L’implication politique des femmes en Afrique
État des lieux
La participation des femmes en politique est un enjeu important afin d’instaurer une véritable représentativité des instances dirigeantes politiques et de permettre aux femmes de jouir de leurs pleins droits. En Afrique, la participation des femmes au processus politique est très inégale selon les pays. Selon l’Union interparlementaire, au 1er novembre 2015, parmi les 20 pays comportant le plus de femmes au sein de leur parlement, 7 sont des pays africains : Rwanda, Sénégal, Afrique du Sud, Namibie, Mozambique, Ethiopie et Angola. Le premier pays de ce classement est le Rwanda, avec 63.8% de femmes. D’autres pays sont bien moins classés : ainsi au Bénin et au Nigéria, les femmes au parlement représentent respectivement 7,2% et 5,6%. [1]

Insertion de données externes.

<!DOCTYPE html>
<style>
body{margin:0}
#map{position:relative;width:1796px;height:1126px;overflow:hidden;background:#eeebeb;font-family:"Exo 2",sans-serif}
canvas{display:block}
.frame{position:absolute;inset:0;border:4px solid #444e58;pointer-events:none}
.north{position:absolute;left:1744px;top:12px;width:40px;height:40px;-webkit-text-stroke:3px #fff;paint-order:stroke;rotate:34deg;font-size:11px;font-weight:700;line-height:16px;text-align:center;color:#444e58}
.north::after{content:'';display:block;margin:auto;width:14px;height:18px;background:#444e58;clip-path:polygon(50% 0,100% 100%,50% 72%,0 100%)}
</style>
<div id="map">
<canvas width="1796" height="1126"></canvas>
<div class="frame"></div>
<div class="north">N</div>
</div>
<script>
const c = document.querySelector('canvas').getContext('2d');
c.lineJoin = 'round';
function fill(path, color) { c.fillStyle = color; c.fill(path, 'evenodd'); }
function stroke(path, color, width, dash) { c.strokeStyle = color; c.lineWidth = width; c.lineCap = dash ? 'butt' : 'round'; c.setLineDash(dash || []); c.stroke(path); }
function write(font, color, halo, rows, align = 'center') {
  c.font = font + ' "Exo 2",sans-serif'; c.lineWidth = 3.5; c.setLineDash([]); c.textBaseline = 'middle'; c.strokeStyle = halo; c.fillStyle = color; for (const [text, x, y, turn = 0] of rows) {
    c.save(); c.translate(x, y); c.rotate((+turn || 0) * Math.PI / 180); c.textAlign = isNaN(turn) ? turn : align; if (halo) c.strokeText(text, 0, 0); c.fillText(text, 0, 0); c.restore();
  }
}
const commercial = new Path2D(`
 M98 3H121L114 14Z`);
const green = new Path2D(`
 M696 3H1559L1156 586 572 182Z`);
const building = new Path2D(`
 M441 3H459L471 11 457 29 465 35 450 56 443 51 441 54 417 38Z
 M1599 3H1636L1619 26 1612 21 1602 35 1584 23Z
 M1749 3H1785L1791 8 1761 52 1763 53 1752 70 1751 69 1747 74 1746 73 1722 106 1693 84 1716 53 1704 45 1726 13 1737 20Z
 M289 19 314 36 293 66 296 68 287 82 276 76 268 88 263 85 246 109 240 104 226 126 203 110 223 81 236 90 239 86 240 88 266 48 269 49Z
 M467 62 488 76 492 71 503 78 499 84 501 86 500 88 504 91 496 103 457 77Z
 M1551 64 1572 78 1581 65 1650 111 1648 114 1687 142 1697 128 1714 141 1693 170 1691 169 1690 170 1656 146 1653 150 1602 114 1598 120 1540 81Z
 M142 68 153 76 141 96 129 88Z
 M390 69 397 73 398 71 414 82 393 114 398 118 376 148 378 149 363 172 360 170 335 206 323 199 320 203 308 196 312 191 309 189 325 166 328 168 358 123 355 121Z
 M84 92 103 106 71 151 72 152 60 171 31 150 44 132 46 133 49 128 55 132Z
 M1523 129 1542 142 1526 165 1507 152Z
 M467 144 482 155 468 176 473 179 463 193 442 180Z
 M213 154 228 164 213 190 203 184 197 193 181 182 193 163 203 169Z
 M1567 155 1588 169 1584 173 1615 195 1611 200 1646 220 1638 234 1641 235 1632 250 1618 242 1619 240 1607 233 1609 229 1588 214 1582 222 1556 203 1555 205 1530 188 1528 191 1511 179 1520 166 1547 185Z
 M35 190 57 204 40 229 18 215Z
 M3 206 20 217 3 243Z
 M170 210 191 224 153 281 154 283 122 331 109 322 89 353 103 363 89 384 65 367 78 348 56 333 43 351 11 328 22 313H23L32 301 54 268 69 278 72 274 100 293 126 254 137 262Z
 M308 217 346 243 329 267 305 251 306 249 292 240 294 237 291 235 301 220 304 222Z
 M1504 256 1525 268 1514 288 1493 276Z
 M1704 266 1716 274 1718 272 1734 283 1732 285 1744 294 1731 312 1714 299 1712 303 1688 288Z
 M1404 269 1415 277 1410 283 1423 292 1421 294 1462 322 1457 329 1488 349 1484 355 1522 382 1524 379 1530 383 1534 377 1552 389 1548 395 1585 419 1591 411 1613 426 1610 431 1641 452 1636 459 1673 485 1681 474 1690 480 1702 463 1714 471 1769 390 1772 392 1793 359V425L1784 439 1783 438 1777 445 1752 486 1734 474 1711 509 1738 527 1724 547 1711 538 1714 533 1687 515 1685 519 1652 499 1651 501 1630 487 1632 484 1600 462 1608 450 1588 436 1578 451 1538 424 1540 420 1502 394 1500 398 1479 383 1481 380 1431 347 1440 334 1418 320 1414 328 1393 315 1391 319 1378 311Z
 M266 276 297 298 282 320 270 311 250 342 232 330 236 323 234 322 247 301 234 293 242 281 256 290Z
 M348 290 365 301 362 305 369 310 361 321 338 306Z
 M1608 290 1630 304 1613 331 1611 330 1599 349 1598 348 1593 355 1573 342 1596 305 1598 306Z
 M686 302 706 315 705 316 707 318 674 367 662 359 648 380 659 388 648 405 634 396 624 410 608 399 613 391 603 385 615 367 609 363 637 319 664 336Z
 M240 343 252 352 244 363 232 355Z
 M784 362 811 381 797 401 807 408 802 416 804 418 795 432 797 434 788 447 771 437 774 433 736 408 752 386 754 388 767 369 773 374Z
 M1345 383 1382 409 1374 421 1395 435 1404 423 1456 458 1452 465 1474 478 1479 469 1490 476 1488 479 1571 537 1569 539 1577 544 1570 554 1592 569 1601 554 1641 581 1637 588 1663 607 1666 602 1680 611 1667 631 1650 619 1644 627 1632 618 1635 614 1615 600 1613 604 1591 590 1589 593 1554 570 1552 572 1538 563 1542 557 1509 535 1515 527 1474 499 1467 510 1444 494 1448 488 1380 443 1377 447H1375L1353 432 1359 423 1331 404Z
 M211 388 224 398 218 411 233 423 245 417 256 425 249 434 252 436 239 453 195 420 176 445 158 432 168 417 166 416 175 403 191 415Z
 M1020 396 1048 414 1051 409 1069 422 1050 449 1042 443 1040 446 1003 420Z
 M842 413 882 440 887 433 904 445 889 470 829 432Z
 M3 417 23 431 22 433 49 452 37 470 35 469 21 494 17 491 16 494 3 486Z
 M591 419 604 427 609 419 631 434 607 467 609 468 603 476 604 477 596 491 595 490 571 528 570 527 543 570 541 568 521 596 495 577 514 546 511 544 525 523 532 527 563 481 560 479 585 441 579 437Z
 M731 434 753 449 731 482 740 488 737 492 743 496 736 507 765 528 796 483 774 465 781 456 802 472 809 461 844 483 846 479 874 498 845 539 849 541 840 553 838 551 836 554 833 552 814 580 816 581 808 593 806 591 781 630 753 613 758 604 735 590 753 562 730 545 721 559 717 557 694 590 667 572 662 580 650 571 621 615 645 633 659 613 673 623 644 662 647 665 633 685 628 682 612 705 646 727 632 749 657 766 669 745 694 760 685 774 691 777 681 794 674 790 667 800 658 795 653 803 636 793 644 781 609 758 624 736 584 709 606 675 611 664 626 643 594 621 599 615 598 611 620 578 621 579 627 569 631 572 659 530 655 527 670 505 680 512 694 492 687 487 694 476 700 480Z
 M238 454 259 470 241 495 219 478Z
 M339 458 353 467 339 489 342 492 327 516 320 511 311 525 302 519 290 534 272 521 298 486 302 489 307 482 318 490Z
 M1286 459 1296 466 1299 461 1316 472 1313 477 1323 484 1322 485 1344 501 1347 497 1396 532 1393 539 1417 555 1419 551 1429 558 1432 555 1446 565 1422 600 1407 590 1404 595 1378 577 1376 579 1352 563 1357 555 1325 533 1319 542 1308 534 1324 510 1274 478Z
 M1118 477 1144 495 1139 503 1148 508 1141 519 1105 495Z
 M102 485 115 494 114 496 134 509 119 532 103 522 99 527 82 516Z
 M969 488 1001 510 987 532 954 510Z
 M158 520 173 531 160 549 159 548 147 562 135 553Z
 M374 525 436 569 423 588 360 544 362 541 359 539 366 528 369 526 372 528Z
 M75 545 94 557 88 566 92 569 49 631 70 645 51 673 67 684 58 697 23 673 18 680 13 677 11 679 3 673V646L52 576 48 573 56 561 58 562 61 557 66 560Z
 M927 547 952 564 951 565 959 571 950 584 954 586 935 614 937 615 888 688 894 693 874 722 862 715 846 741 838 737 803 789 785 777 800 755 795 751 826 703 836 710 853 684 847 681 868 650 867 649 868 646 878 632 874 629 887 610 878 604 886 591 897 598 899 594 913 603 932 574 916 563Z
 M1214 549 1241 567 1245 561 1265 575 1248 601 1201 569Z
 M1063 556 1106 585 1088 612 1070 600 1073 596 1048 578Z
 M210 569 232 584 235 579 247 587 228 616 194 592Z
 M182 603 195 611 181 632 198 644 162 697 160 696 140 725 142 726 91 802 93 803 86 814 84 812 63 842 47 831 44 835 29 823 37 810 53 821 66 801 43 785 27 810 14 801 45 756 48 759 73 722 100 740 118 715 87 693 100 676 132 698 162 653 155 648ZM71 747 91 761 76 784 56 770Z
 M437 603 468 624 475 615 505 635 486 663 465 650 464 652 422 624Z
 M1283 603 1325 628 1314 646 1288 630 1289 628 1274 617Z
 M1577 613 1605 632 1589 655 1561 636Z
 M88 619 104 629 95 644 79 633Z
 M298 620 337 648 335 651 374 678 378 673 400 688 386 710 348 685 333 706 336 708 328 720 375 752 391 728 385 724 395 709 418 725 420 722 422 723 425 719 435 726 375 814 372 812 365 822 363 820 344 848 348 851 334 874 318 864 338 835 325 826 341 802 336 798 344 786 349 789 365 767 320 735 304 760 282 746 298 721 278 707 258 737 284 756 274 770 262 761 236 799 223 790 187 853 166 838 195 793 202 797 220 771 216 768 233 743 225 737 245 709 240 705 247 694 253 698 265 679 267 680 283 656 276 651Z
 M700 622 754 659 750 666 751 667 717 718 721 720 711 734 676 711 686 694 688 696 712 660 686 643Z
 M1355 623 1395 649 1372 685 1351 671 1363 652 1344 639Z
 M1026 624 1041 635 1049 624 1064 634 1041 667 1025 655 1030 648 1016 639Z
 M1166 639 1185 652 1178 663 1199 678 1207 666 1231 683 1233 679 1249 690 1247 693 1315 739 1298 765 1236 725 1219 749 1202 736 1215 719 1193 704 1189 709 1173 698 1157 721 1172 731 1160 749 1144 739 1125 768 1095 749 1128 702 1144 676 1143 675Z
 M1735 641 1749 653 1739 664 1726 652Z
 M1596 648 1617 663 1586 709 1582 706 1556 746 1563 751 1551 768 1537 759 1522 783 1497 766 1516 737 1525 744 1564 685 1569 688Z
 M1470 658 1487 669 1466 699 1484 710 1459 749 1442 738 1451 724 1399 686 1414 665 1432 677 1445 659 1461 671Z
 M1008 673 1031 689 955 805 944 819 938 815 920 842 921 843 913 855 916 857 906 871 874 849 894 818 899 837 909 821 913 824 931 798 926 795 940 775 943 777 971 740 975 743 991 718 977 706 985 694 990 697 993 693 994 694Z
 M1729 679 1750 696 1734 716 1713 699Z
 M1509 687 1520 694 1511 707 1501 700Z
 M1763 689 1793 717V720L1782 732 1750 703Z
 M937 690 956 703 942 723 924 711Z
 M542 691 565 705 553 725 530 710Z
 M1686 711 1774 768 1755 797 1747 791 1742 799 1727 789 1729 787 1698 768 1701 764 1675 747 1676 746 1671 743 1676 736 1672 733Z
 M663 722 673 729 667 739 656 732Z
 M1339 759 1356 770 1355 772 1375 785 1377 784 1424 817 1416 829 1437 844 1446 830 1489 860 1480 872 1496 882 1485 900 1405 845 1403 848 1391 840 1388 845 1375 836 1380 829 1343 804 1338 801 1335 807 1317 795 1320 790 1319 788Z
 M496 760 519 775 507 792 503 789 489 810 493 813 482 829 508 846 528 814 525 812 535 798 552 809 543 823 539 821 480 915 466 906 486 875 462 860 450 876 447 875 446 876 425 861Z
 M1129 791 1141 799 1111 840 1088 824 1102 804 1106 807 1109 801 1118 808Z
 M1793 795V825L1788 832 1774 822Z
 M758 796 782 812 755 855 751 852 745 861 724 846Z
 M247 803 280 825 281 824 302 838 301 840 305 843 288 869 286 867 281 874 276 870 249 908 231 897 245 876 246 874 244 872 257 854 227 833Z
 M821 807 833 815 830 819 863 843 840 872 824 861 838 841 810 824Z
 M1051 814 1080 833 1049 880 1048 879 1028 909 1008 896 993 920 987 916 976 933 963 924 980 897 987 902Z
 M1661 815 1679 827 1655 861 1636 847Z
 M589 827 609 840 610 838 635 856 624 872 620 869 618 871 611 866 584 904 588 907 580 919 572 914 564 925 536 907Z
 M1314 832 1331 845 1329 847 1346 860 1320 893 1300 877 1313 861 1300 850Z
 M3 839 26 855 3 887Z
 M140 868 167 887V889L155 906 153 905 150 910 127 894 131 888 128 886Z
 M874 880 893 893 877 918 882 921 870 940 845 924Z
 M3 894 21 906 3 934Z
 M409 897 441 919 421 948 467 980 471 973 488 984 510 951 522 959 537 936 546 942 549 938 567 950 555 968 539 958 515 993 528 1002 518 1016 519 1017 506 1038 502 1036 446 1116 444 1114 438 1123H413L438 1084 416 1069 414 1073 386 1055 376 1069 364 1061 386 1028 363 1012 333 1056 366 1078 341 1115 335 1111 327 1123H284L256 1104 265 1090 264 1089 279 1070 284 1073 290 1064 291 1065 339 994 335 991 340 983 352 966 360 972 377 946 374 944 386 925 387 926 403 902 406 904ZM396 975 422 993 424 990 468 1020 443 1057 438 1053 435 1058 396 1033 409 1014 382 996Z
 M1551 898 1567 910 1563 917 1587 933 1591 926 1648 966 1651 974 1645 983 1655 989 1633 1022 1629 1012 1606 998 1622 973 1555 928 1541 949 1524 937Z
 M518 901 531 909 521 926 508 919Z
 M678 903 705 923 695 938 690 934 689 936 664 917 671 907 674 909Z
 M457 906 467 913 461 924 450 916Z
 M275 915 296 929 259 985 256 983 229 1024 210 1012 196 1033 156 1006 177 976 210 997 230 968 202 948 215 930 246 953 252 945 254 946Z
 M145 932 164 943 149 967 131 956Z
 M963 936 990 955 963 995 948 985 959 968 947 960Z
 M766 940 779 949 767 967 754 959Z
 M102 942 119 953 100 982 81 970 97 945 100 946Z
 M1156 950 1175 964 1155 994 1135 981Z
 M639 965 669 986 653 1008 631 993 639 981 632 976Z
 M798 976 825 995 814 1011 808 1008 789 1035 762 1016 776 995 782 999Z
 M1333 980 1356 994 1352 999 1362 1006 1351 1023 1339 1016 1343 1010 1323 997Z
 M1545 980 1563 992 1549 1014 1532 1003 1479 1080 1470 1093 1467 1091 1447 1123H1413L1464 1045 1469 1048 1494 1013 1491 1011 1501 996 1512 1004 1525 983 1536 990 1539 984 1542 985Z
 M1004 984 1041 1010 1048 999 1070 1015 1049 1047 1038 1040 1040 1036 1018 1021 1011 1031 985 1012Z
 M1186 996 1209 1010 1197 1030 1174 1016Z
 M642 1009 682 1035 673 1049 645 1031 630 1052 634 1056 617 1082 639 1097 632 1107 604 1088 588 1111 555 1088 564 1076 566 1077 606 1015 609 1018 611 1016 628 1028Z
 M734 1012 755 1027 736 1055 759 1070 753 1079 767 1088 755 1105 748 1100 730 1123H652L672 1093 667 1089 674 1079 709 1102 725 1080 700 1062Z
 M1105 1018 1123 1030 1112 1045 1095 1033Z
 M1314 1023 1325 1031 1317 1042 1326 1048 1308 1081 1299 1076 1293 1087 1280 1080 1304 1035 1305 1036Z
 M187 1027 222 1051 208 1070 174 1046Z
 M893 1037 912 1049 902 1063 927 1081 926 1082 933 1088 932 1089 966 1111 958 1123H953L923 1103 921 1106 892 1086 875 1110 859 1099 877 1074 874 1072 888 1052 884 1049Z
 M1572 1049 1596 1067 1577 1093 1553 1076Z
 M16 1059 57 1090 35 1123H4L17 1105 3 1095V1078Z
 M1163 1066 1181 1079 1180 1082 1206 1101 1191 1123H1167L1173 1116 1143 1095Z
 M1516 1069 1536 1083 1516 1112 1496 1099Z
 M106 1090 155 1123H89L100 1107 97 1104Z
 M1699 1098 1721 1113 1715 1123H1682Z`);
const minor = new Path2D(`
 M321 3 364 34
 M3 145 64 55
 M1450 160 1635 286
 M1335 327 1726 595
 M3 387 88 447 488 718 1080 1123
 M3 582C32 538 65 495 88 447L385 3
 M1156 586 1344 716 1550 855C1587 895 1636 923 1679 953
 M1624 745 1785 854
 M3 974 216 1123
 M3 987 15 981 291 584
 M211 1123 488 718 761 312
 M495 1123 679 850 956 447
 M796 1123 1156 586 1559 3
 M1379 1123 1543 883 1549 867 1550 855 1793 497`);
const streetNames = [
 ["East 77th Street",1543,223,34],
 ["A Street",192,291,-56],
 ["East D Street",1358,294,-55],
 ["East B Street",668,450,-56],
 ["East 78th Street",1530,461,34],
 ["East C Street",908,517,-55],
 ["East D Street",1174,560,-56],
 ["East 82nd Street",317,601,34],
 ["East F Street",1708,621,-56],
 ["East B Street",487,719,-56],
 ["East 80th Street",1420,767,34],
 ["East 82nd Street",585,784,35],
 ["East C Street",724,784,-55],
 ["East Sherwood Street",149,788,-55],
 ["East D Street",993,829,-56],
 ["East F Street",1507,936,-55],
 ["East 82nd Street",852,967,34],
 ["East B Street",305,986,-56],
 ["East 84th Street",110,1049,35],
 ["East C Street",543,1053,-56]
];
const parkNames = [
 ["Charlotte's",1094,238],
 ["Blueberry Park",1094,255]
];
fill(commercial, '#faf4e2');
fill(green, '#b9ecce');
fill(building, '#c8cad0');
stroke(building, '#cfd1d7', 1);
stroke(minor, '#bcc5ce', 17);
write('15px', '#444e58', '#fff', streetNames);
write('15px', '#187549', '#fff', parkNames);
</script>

Les femmes sont confrontées à deux sortes d’obstacles qui freinent leur participation à la vie politique. D’une part, des entraves structurelles causées par des lois et des institutions discriminatoires qui réduisent leurs possibilités de voter ou de se porter candidates à un mandat politique. D’autre part, les femmes ont généralement moins de chances que les hommes de suivre une formation, de nouer les contacts et de bénéficier des ressources nécessaires pour devenir des dirigeantes performantes. [2]
Engagements internationaux et ODD
Le Protocole à la Charte africaine des droits de l’Homme et des Peuples relatif aux droits des femmes en Afrique, dit également Protocole de Maputo, adopté à Maputo en 2003, prévoit à l’article 9 le « droit de participation au processus politique et à la prise de décisions » [3]:
« 1. Les États entreprennent des actions positives spécifiques pour promouvoir la gouvernance participative et la participation paritaire des femmes dans la vie politique de leurs pays, à travers une action affirmative et une législation nationale et d’autres mesures de nature à garantir que :
a) les femmes participent à toutes les élections sans aucune discrimination;
b) les femmes soient représentées à parité avec les hommes et à tous les niveaux, dans les processus électoraux;
c) les femmes soient des partenaires égales des hommes à tous les niveaux de l’élaboration et de la mise en œuvre des politiques et des programmes de développement de l’État
- Les États assurent une représentation et une participation accrues, significatives et efficaces des femmes à tous les niveaux de la prise des décisions ». [3]
En 2011, l’Assemblé générale des Nations Unies adopte la résolution n°A/RES/66/130. Cette résolution appelle les États membres à renforcer la participation des femmes à la vie politique, à accélérer l’instauration de l’égalité entre les hommes et les femmes dans toutes les situations, y compris en période de transition politique, de promouvoir et de protéger le droit fondamental des femmes. [4]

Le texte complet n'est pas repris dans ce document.